Potato Leek Soup
- 500 g potatoes
- 400 g leeks
- 1 liter chicken or vegetable stock
- ½ cup sweet cream
- ½ cup creme fraiche
- Salt, pepper, nutmeg
Prepare potatoes and leeks, chop and cook in the stock for about 20 minutes and then puree. Whip the cream until stiff, stir creme fraiche, and loosely fold both into the soup. Season with salt, pepper and nutmeg.
Spundekäs
2 packages of cream cheese each 200 g
1 small onion
1 small gherkin
Pepper
Salt
Hot and mild peppers
First, chop the onion and gherkin in the kitchen machine, then add the cheese and the spices.

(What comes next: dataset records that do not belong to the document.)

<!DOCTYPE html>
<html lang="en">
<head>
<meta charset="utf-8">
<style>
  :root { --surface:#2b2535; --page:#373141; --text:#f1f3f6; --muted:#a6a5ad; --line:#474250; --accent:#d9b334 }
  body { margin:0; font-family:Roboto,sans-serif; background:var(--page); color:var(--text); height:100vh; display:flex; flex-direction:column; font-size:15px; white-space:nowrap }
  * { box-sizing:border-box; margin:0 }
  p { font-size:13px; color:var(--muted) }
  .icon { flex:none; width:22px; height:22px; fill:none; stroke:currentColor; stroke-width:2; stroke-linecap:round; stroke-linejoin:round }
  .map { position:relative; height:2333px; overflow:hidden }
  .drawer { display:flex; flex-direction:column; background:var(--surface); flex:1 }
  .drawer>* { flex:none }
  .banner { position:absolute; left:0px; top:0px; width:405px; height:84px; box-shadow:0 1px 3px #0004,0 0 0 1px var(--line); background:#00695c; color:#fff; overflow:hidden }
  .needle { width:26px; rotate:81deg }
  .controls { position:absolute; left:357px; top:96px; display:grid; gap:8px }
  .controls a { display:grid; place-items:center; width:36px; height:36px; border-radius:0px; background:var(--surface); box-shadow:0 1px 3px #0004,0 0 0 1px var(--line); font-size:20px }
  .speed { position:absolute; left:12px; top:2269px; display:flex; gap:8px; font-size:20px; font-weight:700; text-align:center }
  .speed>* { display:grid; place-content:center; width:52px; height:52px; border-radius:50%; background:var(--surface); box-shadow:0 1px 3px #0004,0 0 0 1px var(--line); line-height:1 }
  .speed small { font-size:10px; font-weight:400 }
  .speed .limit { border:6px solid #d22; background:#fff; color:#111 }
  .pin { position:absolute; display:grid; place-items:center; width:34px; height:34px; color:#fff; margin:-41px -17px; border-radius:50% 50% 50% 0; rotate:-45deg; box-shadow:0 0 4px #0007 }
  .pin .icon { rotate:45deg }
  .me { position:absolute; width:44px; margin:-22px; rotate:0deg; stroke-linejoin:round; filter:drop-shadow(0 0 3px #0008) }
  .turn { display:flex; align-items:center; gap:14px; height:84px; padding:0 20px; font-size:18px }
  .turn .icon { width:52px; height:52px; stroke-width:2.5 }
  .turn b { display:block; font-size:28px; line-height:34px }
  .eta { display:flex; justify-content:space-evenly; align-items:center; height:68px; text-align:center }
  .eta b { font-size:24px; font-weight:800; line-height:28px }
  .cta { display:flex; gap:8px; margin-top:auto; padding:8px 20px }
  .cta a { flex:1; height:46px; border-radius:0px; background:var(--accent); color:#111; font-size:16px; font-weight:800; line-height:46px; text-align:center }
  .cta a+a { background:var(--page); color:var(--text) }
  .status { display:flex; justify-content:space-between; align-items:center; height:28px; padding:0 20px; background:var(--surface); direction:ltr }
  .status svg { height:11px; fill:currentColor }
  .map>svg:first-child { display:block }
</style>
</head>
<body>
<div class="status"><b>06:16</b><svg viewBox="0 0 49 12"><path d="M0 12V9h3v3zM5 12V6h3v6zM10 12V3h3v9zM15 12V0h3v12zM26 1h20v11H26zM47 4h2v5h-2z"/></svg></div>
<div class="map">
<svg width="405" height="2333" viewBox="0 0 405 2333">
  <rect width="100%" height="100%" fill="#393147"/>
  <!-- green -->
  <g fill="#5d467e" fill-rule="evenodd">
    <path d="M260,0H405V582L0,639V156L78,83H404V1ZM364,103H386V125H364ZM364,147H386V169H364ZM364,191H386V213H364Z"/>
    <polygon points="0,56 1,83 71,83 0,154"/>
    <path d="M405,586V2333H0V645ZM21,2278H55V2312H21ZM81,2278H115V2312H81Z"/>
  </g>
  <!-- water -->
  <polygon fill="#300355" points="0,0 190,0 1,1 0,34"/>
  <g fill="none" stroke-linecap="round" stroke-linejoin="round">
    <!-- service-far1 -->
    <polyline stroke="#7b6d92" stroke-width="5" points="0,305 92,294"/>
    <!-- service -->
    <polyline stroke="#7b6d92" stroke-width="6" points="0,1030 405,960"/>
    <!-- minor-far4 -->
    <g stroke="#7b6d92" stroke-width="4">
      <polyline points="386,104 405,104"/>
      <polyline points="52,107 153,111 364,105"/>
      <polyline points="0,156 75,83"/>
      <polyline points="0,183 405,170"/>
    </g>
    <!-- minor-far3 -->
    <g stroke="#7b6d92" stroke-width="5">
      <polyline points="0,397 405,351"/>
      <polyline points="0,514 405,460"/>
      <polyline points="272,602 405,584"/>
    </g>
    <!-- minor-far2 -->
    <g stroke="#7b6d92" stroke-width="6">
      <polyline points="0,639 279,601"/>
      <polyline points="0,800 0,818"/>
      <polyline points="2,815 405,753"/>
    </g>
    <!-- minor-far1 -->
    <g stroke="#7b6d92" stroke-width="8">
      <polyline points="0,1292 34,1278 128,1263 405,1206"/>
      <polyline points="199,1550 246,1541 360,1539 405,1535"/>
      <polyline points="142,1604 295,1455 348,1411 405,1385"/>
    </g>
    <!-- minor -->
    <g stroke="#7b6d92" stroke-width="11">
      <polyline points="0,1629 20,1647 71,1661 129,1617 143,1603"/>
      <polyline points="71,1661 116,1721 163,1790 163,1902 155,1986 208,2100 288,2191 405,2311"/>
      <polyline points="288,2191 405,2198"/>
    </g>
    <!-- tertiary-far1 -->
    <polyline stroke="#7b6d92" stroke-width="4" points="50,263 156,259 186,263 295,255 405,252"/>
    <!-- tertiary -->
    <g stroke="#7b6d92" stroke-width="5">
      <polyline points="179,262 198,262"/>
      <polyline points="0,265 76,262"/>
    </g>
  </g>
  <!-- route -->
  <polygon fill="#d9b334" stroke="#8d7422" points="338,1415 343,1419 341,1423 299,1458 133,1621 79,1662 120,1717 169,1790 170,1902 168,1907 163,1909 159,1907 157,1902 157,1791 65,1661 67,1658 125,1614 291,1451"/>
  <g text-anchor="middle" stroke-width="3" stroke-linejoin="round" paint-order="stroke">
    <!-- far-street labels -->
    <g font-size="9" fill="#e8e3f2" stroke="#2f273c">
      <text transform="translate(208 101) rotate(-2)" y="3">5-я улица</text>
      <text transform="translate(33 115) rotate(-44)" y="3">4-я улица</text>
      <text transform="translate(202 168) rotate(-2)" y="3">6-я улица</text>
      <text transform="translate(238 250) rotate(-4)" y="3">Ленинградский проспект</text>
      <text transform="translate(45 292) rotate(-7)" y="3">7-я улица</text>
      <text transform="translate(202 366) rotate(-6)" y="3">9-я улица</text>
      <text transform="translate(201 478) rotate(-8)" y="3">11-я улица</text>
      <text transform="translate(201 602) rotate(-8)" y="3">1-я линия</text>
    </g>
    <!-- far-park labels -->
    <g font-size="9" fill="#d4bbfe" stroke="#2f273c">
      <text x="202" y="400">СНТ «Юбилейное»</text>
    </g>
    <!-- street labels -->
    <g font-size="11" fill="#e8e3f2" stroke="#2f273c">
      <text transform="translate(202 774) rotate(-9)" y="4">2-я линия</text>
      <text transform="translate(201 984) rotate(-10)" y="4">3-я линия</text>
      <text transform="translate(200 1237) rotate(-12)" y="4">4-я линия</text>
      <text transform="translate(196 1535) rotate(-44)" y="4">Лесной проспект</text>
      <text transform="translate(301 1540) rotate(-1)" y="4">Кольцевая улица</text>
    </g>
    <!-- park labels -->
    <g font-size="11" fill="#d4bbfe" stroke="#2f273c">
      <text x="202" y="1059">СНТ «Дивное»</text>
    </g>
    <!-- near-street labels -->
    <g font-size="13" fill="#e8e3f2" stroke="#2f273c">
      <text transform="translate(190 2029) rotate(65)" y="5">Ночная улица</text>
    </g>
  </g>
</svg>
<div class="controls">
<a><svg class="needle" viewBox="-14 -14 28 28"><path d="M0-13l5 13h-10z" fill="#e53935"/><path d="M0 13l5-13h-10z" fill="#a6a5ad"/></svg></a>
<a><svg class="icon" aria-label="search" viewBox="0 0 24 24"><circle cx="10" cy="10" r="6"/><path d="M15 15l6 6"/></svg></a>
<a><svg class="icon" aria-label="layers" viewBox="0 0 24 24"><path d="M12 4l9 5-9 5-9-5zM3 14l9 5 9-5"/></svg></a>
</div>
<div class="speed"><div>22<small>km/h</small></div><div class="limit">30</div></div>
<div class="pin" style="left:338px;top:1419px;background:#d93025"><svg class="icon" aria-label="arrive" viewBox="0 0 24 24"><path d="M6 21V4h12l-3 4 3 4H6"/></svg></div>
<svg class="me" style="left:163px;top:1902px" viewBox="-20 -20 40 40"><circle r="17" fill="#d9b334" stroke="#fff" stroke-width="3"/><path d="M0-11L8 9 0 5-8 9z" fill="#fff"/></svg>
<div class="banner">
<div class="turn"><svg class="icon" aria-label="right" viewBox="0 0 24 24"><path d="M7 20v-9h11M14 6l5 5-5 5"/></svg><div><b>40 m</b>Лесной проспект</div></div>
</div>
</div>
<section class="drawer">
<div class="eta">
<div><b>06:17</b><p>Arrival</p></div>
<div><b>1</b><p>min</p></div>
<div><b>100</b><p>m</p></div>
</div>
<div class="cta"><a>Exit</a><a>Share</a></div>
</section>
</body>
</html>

Persian Lentil Soup (4 portions):
- 200 gr red lentils
- 1 clove of garlic
- 3 onions
- 1 can of peeled tomatoes (400g)
- 1 dried red chilli
- 200 ml vegetable stock
- 100 ml white wine
- 50 ml olive oil
- Salt, Pepper and Cumin
- 100 gr Turkish Yoghurt
- ½ Lemon
Cut the onions and the garlic in little pieces, stir-fry them in some olive oil, put cumin and the lentils in, add the white wine and let it cook until most of the fluid is gone. Then add the tomatoes and the vegetable stock. Flavour all with salt, pepper and the crushed dried chilli. Let the soup cook for about 30 minutes. Strain the whole soup and mix the rest of the olive oil in the soup. Serve it with a little spoon of Turkish yoghurt flavoured with lemon juice.
Tortellini with Cream and Ruccola (rocket) (4 portions)
- 1 onion
- 6 spoons lemon juice
- 200 ml vegetable stock
- 250 ml cream
- 1 spoon grated lemon peel
- 400 gr tortellini filled with cheese and spinach
- grated parmesan cheese
- 50 gr ruccola (rocket)
- olive oil, salt, pepper
Cut the onion in little pieces and stir-fry them in olive oil. Add the lemon juice, the grated lemon peel, the vegetable stock and the cream. Let all cook for some minutes. Flavour all with salt and pepper. Then add the tortellini and let them cook for 5-10 minutes. At the end add the fresh ruccola and serve it with some grated parmesan cheese.